Goal of the exercise =>
Please return every line of the records below that contains the word "Lines".

Records shown Start Marker

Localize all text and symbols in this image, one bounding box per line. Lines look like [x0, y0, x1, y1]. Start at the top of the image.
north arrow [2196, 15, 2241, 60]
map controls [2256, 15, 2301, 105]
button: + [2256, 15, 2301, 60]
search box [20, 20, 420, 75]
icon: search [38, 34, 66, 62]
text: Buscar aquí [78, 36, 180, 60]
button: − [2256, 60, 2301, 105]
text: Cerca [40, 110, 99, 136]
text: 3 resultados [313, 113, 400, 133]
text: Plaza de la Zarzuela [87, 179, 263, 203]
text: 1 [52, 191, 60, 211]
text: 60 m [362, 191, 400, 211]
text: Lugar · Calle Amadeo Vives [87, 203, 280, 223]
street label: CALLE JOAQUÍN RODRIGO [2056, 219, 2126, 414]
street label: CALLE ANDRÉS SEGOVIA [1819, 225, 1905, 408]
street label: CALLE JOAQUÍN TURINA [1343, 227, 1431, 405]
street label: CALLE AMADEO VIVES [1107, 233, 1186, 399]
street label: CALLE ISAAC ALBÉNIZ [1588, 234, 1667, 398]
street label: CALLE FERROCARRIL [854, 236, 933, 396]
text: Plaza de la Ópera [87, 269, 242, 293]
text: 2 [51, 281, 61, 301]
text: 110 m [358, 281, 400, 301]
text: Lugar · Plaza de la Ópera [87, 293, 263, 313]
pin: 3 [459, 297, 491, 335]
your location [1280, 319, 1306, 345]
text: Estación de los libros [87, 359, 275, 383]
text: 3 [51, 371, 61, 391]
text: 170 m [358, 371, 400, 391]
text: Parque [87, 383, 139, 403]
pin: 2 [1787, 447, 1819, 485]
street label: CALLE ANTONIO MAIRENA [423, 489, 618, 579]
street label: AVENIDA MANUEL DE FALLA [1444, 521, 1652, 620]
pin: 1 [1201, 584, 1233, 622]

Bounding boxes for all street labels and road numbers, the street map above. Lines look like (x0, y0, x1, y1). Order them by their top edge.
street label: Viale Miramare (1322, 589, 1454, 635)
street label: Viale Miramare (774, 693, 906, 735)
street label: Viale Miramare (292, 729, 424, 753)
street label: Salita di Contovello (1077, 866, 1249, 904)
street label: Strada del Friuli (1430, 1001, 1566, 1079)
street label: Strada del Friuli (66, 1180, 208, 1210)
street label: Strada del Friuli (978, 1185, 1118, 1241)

Records shown End Marker

Written answer =>
Localize all text and symbols in this image, one bounding box per line. Lines look like [x0, y0, x1, y1]. Start at the top of the image.
Bounding boxes for all street labels and road numbers, the street map above. Lines look like (x0, y0, x1, y1). Order them by their top edge.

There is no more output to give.